Oscar Gauthier was born in Fours in 1921. His father was a keen amateur painter and encouraged his son, who delighted in observing the nature and light in the surrounding countryside.

 

In 1931, the family moved to Paris where the young Oscar Gauthier discovered the works of the Impressionists which further fired his imagination and his passion for painting.

 

Between 1941-1947, he studied at the École des Beaux Arts with a short spell at the Académie de la Grande Chaumière in 1943, under the artist Othon Friesz. His studies in Paris were further interrupted during this time by the Second World War and he spent most of year of 1944 in the Morvan district of France as a member of the Resistance.

 

However, he still managed to exhibit during this time at the annual Salon des Moins de Trente Ans and at the École des Beaux Arts at the end of his studies in 1947. Here he was awarded a scholarship which enabled him to travel to the USA and Mexico for a year where he visited many museums which opened up new horizons and influences.

 

By 1948 he was back in Paris and had discovered the work of Paul Klee, Joan Miró, and Wassily Kandinsky, and had his first one man show in 1950 at the Galerie Colette Allendy, followed by a second in 1951, both of which were to great critical acclaim and success.
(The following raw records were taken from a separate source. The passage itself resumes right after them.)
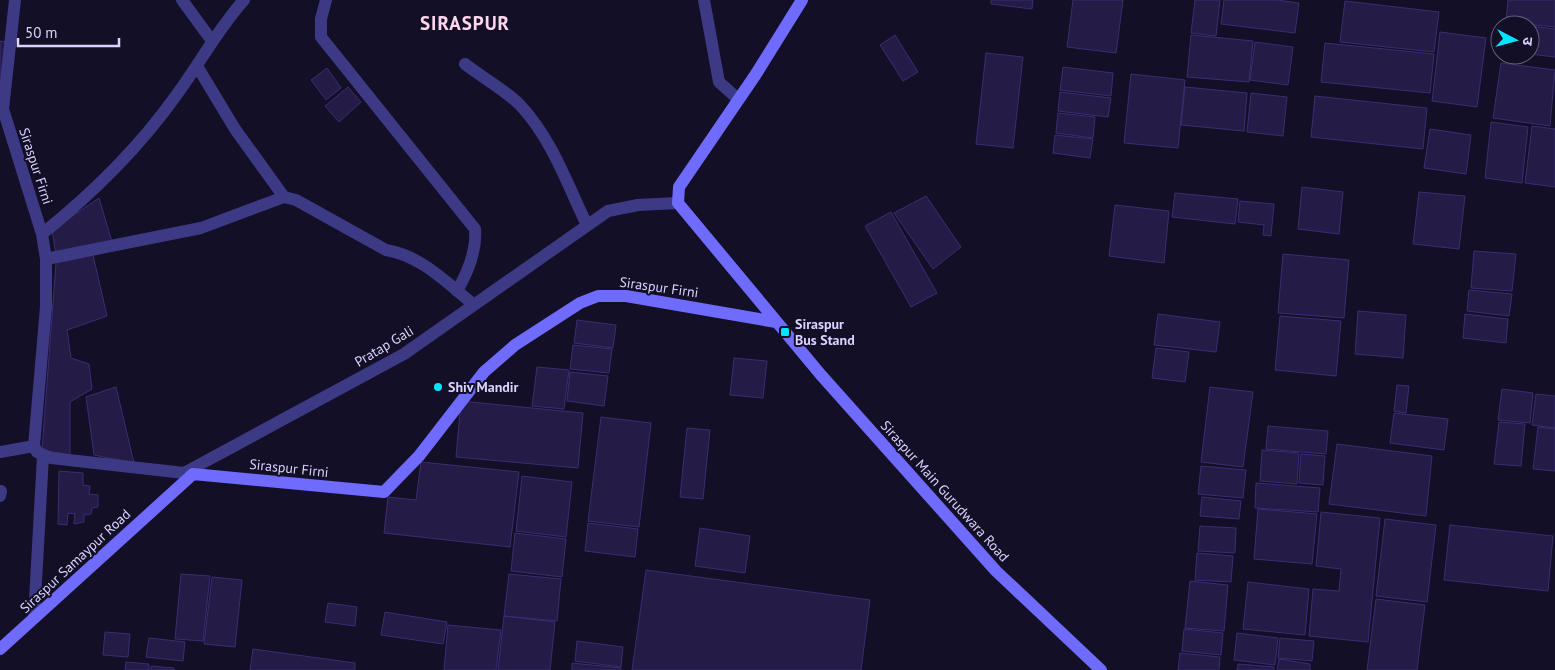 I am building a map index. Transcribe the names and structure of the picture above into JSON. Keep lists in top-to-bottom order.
{
  "streets": {
    "street": [
      "Siraspur Firni",
      "Pratap Gali",
      "Siraspur Main Gurudwara Road",
      "Siraspur Samaypur Road"
    ]
  },
  "crossings": [
    ["Siraspur Firni", "Pratap Gali"],
    ["Siraspur Firni", "Siraspur Main Gurudwara Road"],
    ["Siraspur Firni", "Siraspur Samaypur Road"],
    ["Pratap Gali", "Siraspur Samaypur Road"]
  ],
  "districts": ["SIRASPUR"],
  "places": {
    "transit": ["Siraspur Bus Stand"],
    "other": ["Shiv Mandir"]
  },
  "scale_bar": "50 m",
  "north": "right"
}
Thereafter he regularly exhibited with the Galerie Jean-Robert Arnaud who sold his work in Europe, Canada, USA and Japan.

 

From the late 1950s onwards Oscar Gauthier worked for six months of the year at a studio at his parents house at Fours, away from the influences of the Parisian art world.

 

His style evolved from pure abstraction, juxtaposed semi-rectangular shapes applied with a palette knife, to more lyrical, flowing images. These once again showed the influence of the surrounding countryside, prompting the art critic Michel Ragon to name the style Paysagisme Abstrait.

 

The 1960s saw a return to minimal shapes, primary colours, and childlike Miró-esque images, influenced by his love of the circus and music hall entertainers.

 

By the 1970s a return once again to the influence of nature produced a series of soft, lyrical, floral abstraction canvases which Gauthier called Botanographies. By the 1980s until the end of his life, a new sharper linear style emerged, which he called Bandes; this in turn evolved into the most pared down and simplified vision of his later works, allowing him to explore chromatic harmonies at will, with wide brush strokes of vibrant colour, often, but not always, on a monochromatic background.

 

In addition to one man shows, Gauthier participated regularly in various group exhibitions throughout his life, including Salon d'Octobre, Salon des Réalités Nouvelles, Salon de Mai and Salon d'Automne, and group exhibitions worldwide. His paintings are represented in the Musée d'Art Moderne in Paris.

 

Oscar Gauthier died in 2009.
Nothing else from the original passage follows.